On the women question, one essay by Varuni Bhatia has emphasised an important ambivalence within the Vaishnav Bhakti tradition. On the one hand, Vaishnavism played an emancipatory role by creating a space for women’s active participation in rituals and religious life in general. But this also engendered an attitude of upper caste male puritanism which stigmatised this participation and looked upon such women often as prostitutes. So whereas Vaishnavism was successful in drawing women into active religious rituals, it was not very successful in overcoming patriarchal attitudes on the question of women’s participation. As was also the case with so much of 19th-century social reform, it often strengthened patriarchy rather than weakening it.
In the late 19th and early 20th centuries, the culture and society in Bengal came to be influenced by some new technological inventions such as the gramophone. While in the West the new technology was first used for recording the speeches of important leaders, in Bengal it was used to revive and retrieve traditional music. It also became a great instrument for nationalist mobilisation during the Swadeshi movement (1905-08). It was particularly effective as it reached those audiences who had no access to the printed word. The reach of the recorded word was obviously larger than that of the printed word. Tagore, more than anyone else, realised the potential of the new medium. He recorded his speeches, statements and songs on the gramophone. It was through this medium that a new musical genre — Rabindra Sangeet — was established and popularised. As with so much else, the gramophone technology arrived in India through the British colonial route. The Indians who opposed the British rule nonetheless embraced the new technology with great gusto and also made it an instrument in the anti-British mobilisation.
The example of gramophone technology also highlights an important feature of India’s encounters with modernity. In developing their response to modernity, the Indians traversed the crucial, and often elusive, middle ground between total rejection and unselective acceptance.

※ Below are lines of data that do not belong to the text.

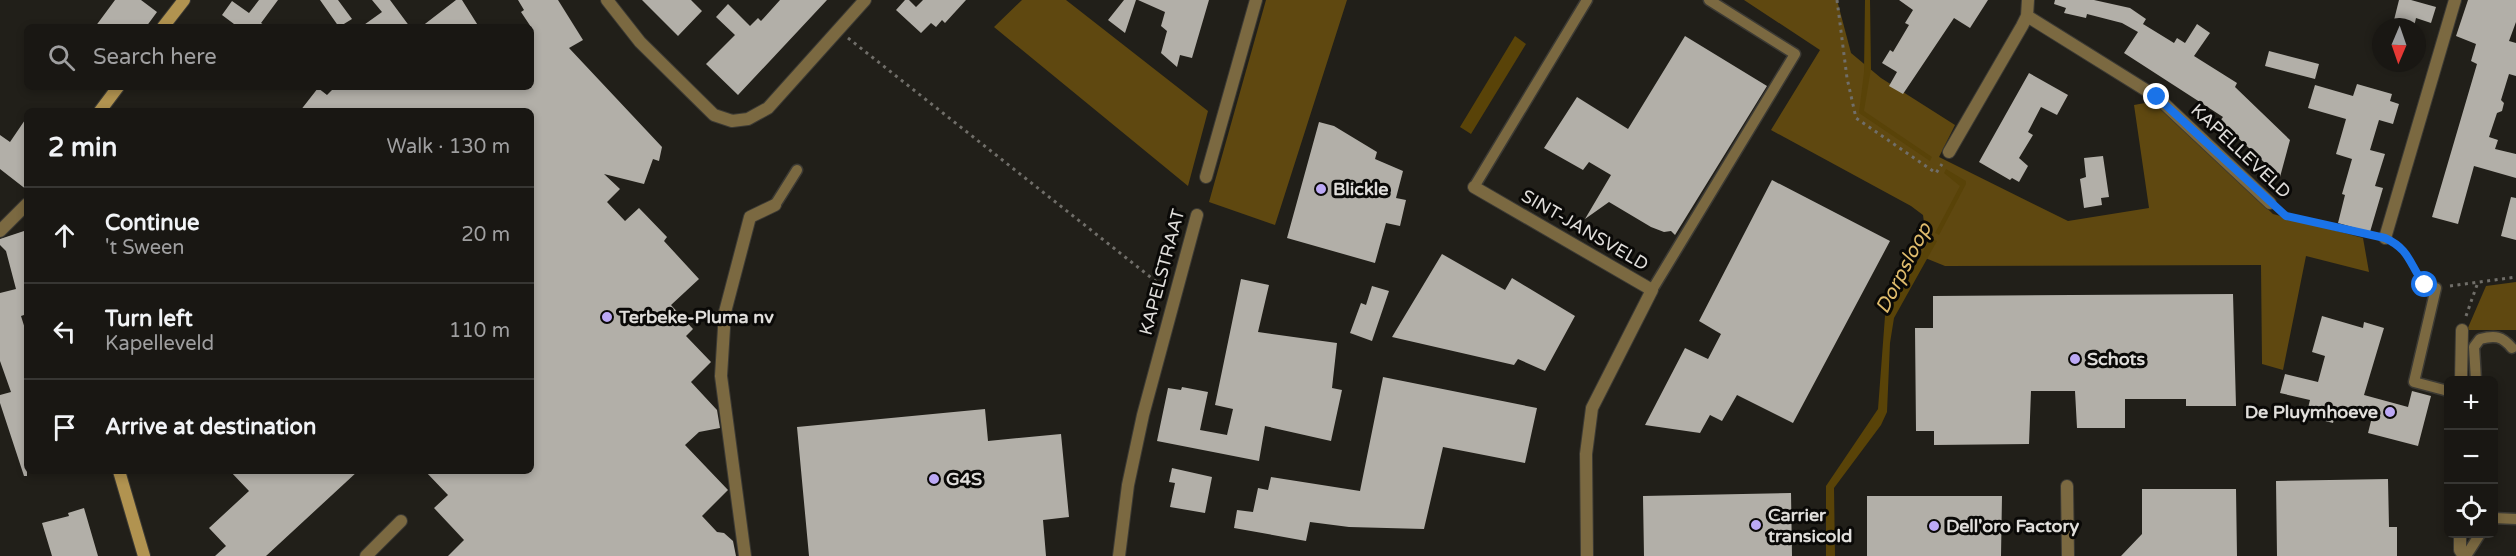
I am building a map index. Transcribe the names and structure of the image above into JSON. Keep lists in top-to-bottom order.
{
  "streets": {
    "street": ["KAPELLEVELD", "SINT-JANSVELD", "KAPELSTRAAT"]
  },
  "water": ["Dorpsloop"],
  "places": [
    "Blickle",
    "Terbeke-Pluma nv",
    "Schots",
    "De Pluymhoeve",
    "G4S",
    "Carrier transicold",
    "Dell'oro Factory"
  ],
  "north": "bottom",
  "page": {
    "search": "Search here",
    "heading": ["2 min", "Walk · 130 m"],
    "list": [
      ["Continue", "'t Sween", "20 m"],
      ["Turn left", "Kapelleveld", "110 m"],
      "Arrive at destination"
    ],
    "map_buttons": ["+", "−"]
  }
}
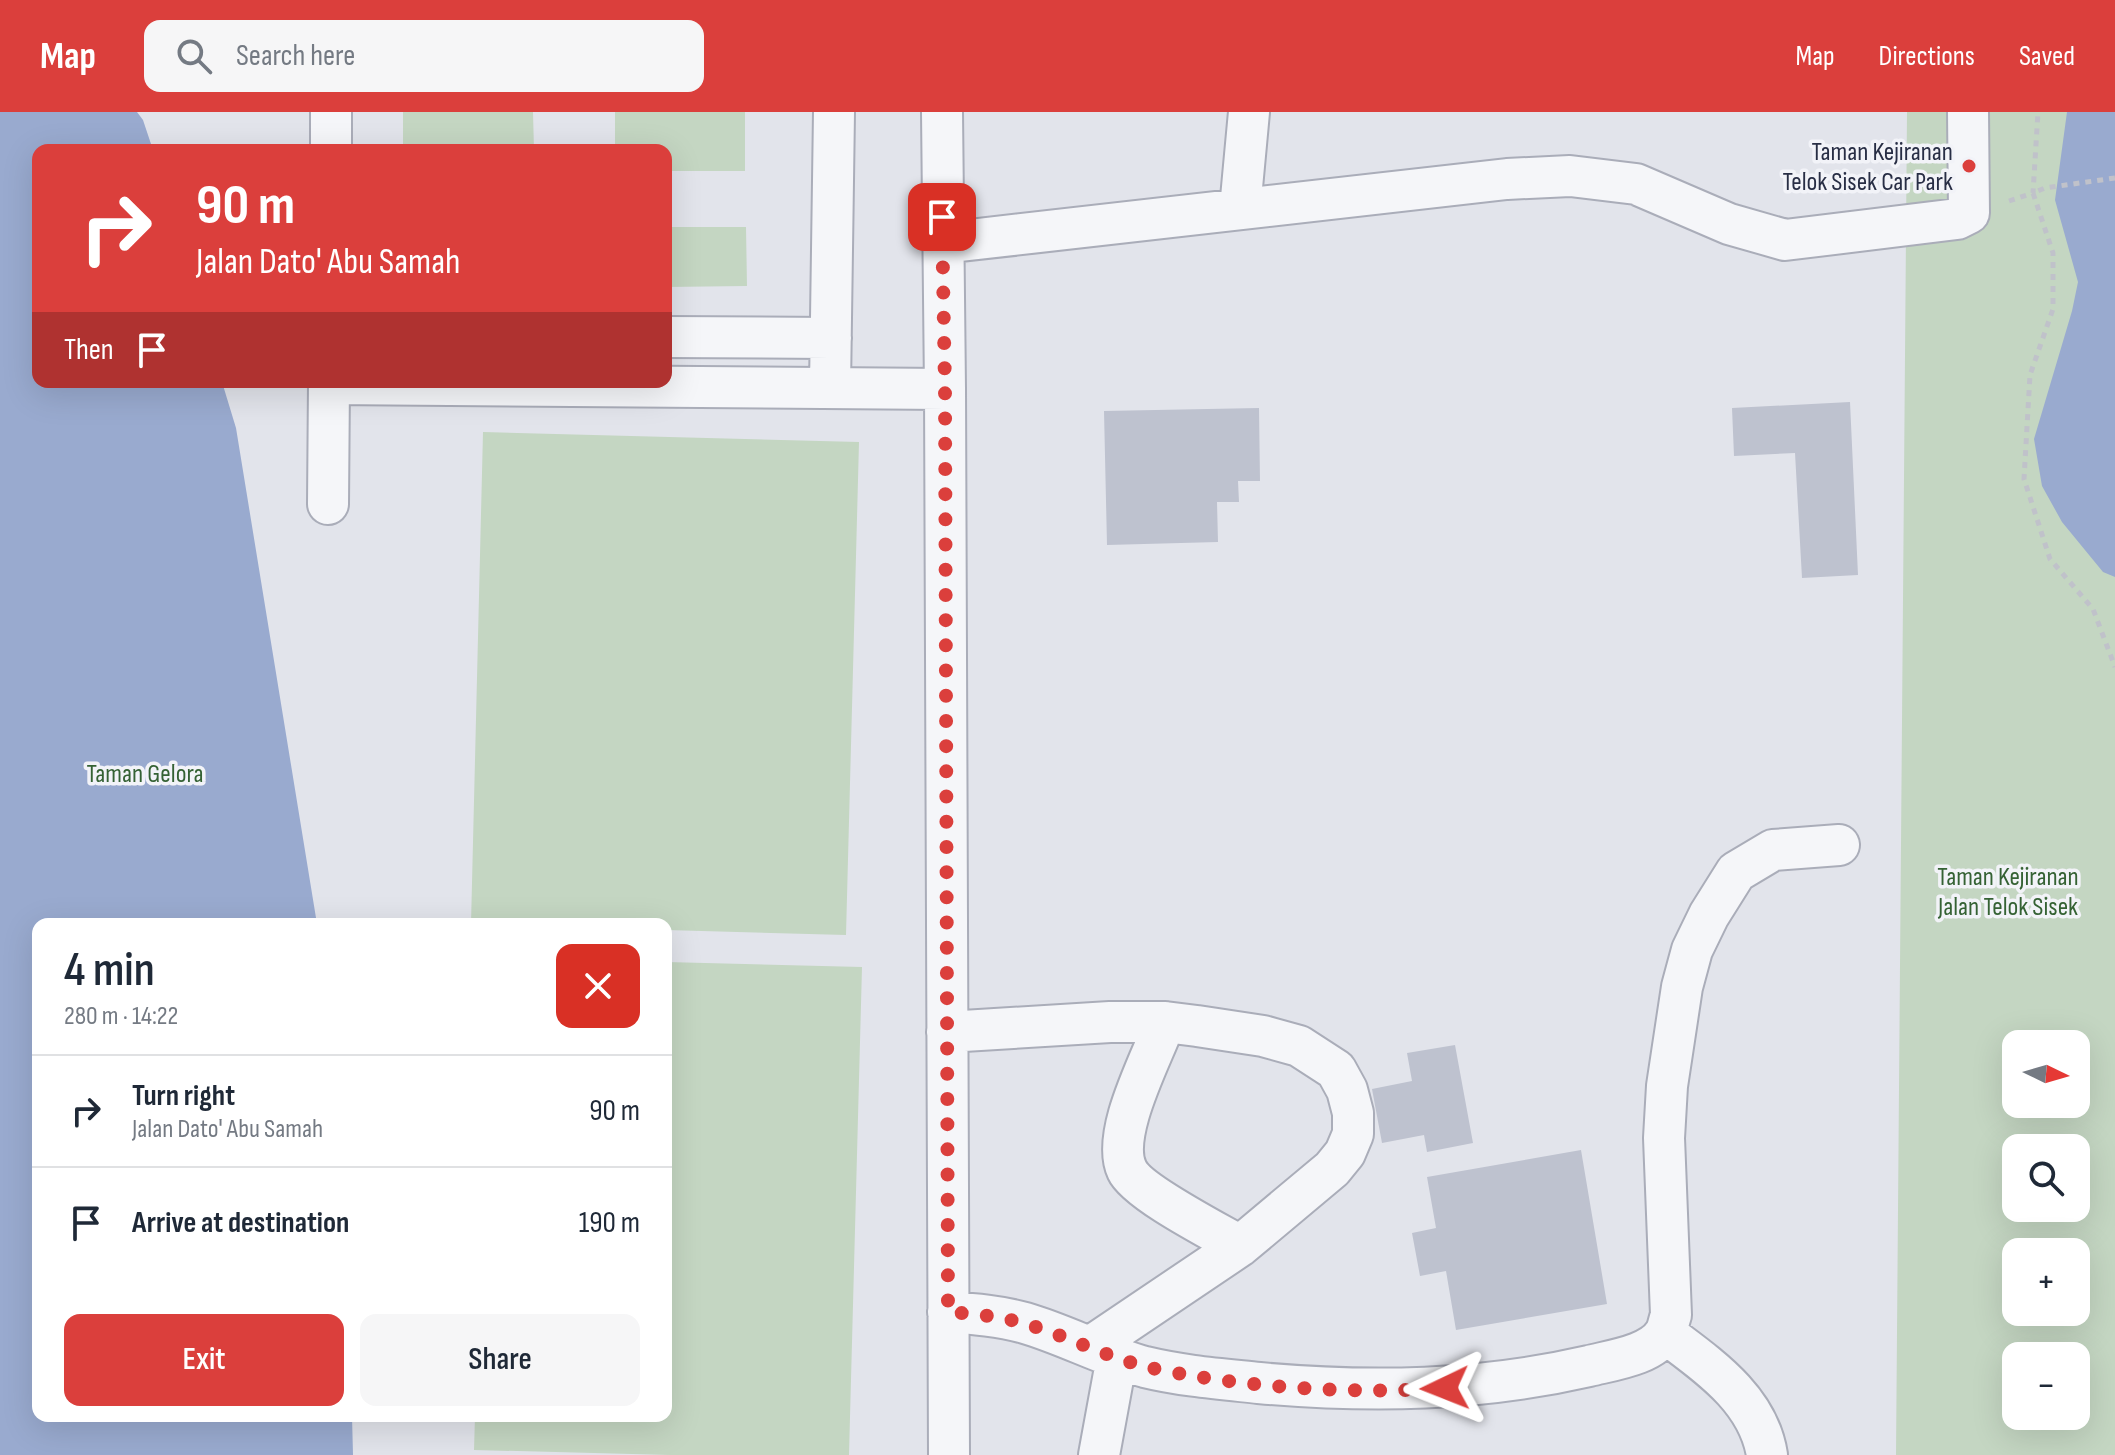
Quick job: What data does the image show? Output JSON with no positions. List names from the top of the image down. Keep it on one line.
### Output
{"parks":["Taman Gelora","Taman Kejiranan Jalan Telok Sisek"],"places":["Taman Kejiranan Telok Sisek Car Park"],"north":"right","page":{"header":"Map","search":"Search here","nav":["Map","Directions","Saved"],"turn":["90 m","Jalan Dato' Abu Samah"],"then":"Then","heading":["4 min","280 m · 14:22"],"map_buttons":["+","−"],"list":[{"name":"Turn right","note":"Jalan Dato' Abu Samah","value":"90 m"},{"name":"Arrive at destination","value":"190 m"}],"buttons":["Exit","Share"]}}
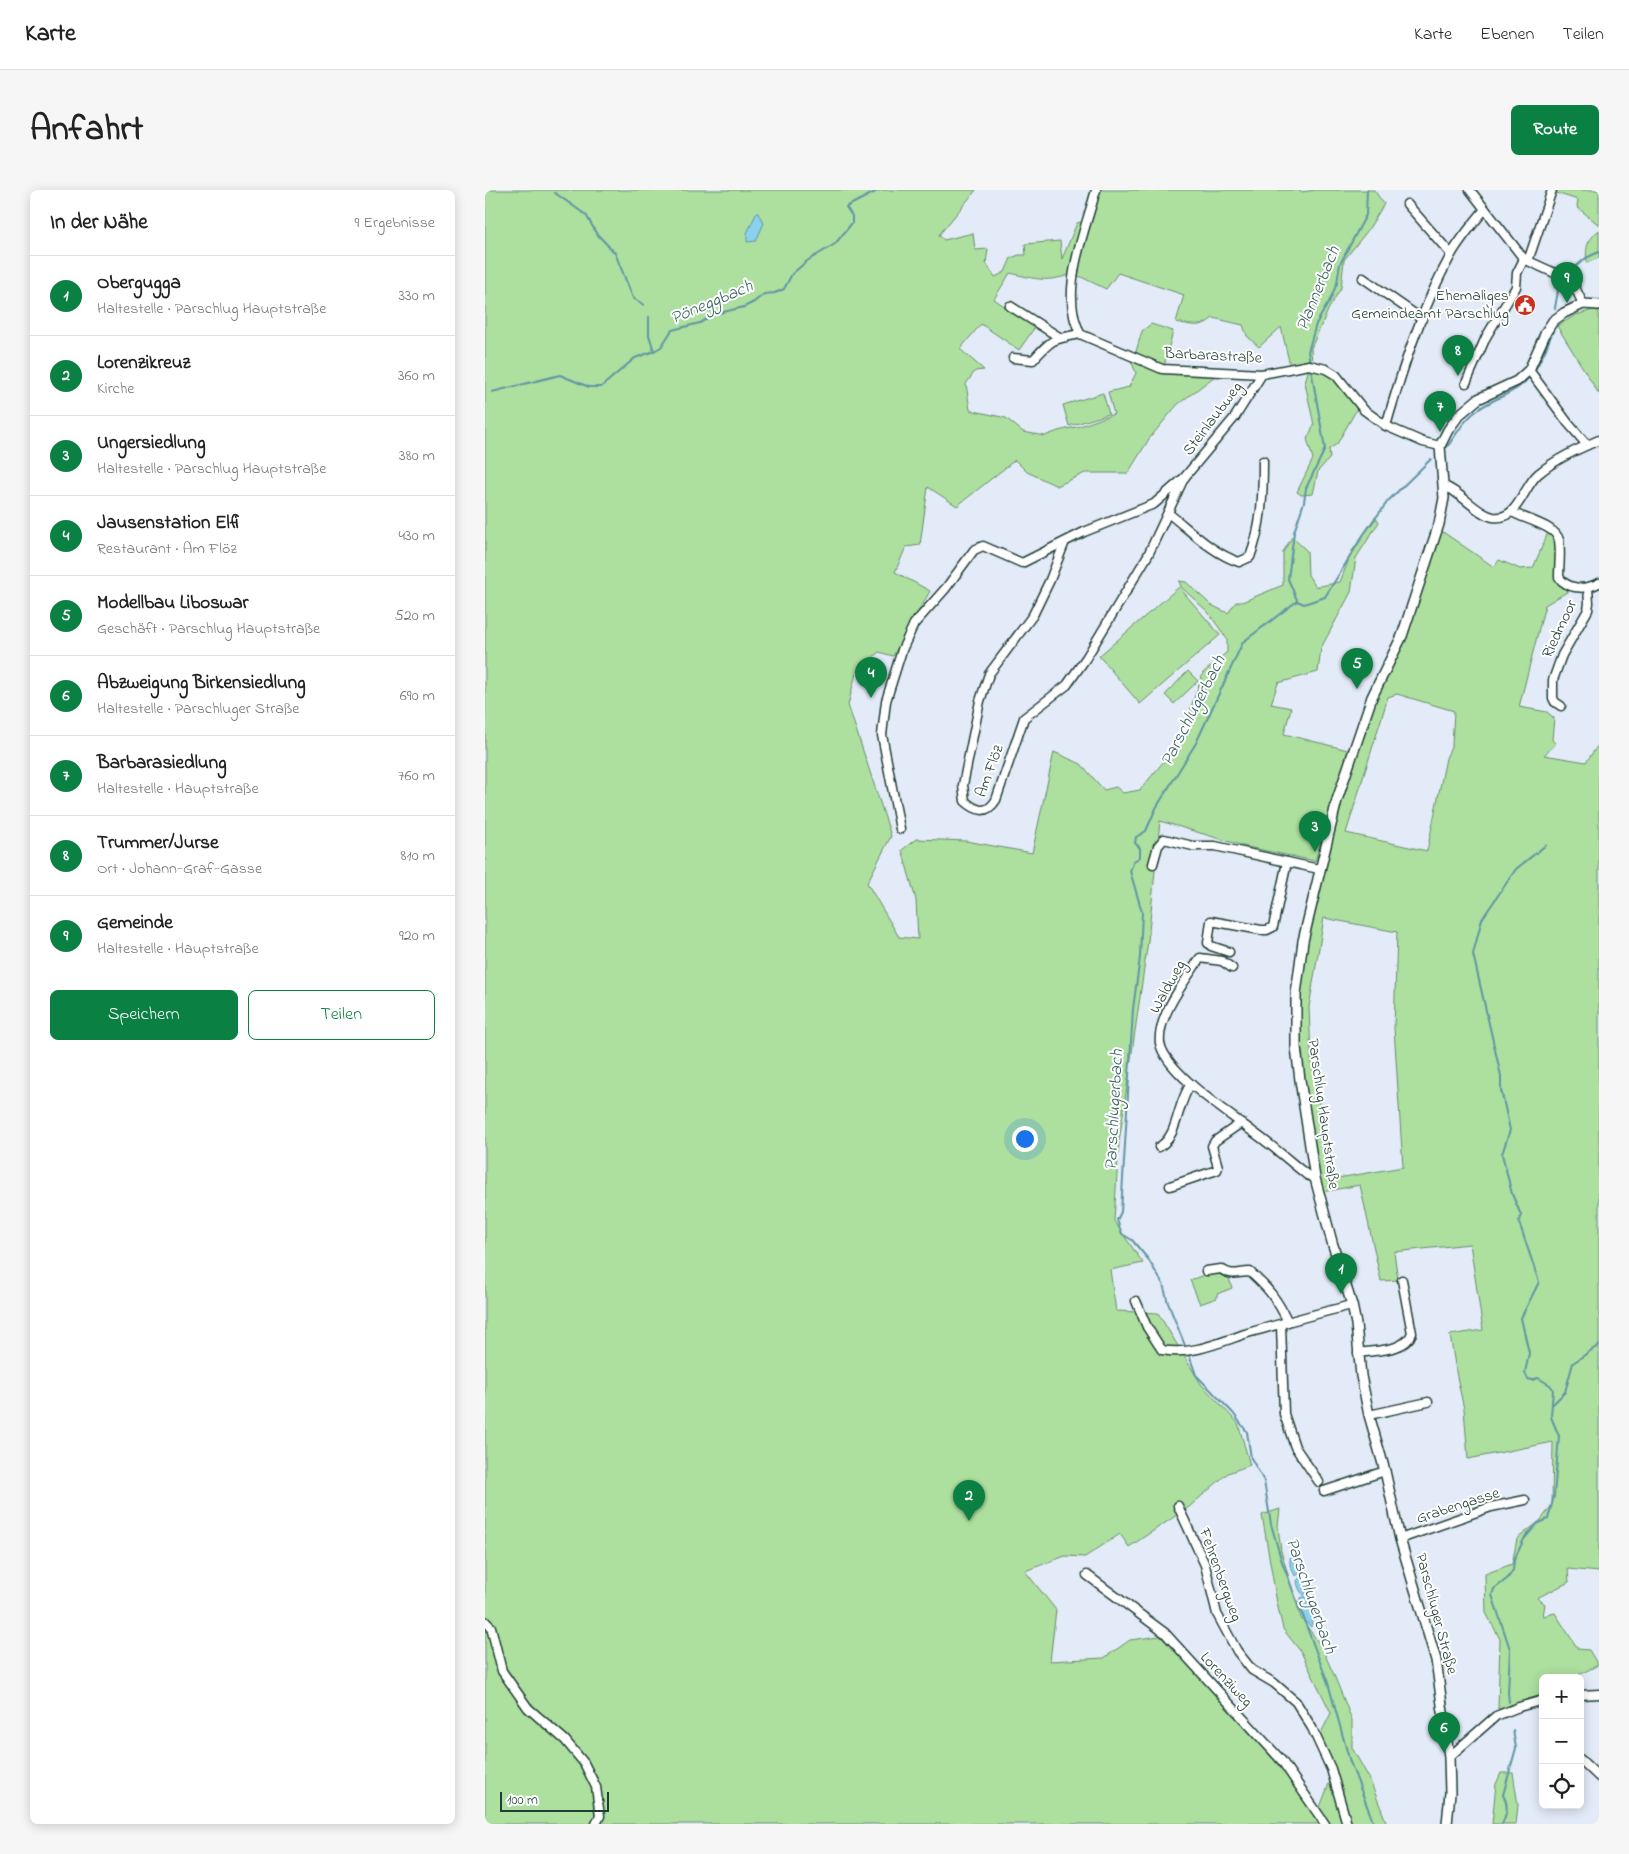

They made a distinction between the ‘baby’ and the ‘bathwater’ of modernity. While they rejected imperialism, colonialism and Western domination in general, they did not let this opposition come in the way of their full acceptance of the ideas of universalism, rationalism and secularism, but also modern technology which had the potential of liberating human life from the shackles of superstition and medievalism. Quite clearly, Tagore was the leader of this nuanced, complex and selective approach towards modernity.
Tagore also made universalism his vantage point while making an analysis of nationalism. It was during the course of World War I that he developed a sharp critique of nationalism. Tagore saw nationalism, particularly the European version of it, as based on the greed for wealth, leading to violence and aggression by one country over another. It was indeed a great conceptual innovation of Tagore to project nationalism as a form of imperialism. He understood this imperialism to be a great obstacle in the path of genuine pan-human universalism. The essay by Anuradha Roy in the volume unravels the history of Tagore’s intellectual engagement with the idea of nationalism.
All the essays in the volume provide important slices of the cultural, religious and economic life of Bengal during the last three centuries. Anyone interested in them should turn to this volume for information and debates.